15: Thrombophilie Génétique

Chapitre 15 Thrombophilie Génétique 1



La découverte du déficit en antithrombine en 1965 a ouvert la voie au concept de prédisposition génétique à la thrombose. Des facteurs biologiques de risque, encore appelés « thrombophilies biologiques » ont ainsi été décrits, et retrouvés chez près de 40 % des familles présentant des thromboses veineuses. Parmi ces facteurs biologiques de risque, les anomalies constitutionnelles « génétiques » sont représentées par les déficits en antithrombine, protéine C, protéine S, mais également des polymorphismes génétiques « gain de fonction » telle que le facteur V Leiden (FVL) ou le polymorphisme G20210A du gène de la prothrombine (FII 20210 G > A). Ces facteurs biologiques de risque constitutionnels sont associés à la survenue de thromboses presque exclusivement veineuses. Leur expression phénotypique s’exprime le plus souvent lorsque des facteurs favorisants environnementaux sont présents, chirurgie, traitement hormonal, etc.

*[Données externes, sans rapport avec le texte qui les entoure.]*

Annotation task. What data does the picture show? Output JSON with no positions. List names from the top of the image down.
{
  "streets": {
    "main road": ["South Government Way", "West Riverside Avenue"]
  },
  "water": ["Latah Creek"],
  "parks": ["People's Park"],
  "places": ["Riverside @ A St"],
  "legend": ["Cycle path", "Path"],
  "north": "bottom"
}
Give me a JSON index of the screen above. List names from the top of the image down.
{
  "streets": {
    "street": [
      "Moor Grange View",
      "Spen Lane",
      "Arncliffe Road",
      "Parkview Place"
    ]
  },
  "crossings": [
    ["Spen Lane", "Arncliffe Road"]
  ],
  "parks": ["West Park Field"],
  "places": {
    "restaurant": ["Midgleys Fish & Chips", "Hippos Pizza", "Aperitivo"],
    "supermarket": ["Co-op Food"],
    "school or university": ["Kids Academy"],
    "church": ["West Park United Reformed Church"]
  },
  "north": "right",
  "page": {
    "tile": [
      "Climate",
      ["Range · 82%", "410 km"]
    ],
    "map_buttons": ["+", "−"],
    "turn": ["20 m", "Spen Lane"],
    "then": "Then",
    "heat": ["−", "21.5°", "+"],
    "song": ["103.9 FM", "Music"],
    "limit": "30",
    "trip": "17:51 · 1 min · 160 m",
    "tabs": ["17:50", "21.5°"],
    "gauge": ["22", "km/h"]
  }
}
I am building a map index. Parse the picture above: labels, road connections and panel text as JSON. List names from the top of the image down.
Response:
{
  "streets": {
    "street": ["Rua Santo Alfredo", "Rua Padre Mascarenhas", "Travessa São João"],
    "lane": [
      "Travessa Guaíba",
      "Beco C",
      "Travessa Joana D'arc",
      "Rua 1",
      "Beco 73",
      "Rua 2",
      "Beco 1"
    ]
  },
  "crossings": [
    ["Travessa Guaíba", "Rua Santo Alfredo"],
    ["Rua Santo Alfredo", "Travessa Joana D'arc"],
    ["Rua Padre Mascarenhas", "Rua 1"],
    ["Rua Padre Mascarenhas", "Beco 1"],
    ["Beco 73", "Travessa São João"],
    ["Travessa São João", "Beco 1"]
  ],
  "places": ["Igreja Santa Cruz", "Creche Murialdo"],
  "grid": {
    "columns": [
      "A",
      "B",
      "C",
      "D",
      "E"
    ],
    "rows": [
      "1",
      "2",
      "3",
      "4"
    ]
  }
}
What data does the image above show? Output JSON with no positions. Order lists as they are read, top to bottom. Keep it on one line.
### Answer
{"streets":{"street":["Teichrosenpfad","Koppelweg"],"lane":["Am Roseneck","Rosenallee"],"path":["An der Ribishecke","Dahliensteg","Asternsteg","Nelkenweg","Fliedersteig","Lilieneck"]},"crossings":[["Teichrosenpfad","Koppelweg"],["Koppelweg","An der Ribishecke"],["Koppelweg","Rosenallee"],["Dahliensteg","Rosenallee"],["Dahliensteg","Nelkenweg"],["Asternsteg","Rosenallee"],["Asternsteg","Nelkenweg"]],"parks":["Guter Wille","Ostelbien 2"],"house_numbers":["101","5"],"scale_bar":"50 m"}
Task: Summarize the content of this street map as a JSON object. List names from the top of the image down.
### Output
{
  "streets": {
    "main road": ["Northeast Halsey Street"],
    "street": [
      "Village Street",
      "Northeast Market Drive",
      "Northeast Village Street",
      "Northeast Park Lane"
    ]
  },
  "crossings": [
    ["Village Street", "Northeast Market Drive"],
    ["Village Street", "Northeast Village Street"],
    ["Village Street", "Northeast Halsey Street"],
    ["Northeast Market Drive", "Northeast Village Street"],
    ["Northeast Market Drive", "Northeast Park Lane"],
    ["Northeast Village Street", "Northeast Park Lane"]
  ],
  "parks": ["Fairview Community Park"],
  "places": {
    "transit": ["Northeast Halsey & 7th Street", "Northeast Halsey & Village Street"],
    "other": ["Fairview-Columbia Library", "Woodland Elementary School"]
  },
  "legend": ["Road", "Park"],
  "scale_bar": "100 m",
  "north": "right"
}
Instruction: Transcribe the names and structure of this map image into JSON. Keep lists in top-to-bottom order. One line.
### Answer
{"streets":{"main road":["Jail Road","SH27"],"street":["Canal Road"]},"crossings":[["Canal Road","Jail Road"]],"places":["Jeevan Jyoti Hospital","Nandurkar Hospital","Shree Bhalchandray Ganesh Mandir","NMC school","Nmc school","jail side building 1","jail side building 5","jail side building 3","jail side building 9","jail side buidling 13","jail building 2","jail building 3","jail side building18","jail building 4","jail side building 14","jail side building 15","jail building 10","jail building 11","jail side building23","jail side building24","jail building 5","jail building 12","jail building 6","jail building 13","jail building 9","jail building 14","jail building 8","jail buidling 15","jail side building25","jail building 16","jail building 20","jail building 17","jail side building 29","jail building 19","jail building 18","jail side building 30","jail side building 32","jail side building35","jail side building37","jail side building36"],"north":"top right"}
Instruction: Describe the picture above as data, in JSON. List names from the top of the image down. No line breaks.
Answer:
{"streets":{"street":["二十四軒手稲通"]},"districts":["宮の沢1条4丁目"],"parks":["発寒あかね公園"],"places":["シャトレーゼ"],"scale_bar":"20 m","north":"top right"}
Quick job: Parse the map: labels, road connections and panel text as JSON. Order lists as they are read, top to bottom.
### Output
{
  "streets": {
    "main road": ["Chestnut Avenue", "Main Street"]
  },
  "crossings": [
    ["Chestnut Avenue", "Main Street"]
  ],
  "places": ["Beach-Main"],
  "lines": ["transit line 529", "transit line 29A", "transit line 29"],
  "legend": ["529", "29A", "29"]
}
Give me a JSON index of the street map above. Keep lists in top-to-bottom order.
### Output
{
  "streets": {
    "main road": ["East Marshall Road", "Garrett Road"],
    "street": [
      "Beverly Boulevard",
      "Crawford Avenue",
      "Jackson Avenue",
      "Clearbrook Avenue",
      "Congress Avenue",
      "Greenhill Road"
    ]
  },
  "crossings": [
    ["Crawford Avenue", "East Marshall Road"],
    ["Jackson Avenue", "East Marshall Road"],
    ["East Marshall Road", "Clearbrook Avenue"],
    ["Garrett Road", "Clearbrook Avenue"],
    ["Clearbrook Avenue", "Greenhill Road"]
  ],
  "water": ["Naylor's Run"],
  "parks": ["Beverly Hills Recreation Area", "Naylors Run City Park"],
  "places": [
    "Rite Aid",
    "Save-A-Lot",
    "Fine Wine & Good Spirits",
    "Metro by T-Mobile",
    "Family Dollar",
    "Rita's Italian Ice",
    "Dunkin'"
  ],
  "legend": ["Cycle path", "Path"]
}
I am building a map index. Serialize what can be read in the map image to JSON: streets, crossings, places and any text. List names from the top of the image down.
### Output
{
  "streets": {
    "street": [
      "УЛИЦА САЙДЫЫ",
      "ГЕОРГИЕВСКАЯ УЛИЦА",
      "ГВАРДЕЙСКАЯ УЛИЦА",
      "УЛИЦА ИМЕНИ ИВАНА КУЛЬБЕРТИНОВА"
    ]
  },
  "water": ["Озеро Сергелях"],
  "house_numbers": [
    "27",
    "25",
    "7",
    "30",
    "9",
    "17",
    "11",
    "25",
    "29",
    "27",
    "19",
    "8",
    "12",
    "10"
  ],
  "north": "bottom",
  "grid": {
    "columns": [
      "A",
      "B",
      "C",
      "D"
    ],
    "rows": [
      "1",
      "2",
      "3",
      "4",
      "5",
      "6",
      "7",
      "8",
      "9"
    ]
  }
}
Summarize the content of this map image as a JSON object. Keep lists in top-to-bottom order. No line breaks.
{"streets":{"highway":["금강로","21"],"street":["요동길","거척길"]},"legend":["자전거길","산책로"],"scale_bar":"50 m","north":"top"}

DÉFICITS HÉRÉDITAIRES EN INHIBITEURS DE LA COAGULATION



Antithrombine




FONCTION DE L’ANTITHROMBINE


L’AT appartient à la famille des inhibiteurs de sérine-protéase ou serpines. Elle est le principal inhibiteur plasmatique irréversible de protéases, notamment la thrombine et le facteur Xa. Le site actif de l’AT joue un rôle de pseudosubstrat pour la protéase. En effet, celle-ci clive la liaison Arg393 – Ser394 induisant un changement de conformation de l’AT qui peut alors former un complexe équimolaire stable avec la protéase. Le complexe ainsi formé, irréversible et inactif, est rapidement éliminé de la circulation. Le FXa est protégé de l’action de l’AT lorsqu’il est fixé à la surface des plaquettes activées. De même, l’AT n’a pas d’action sur la thrombine fixée à la fibrine.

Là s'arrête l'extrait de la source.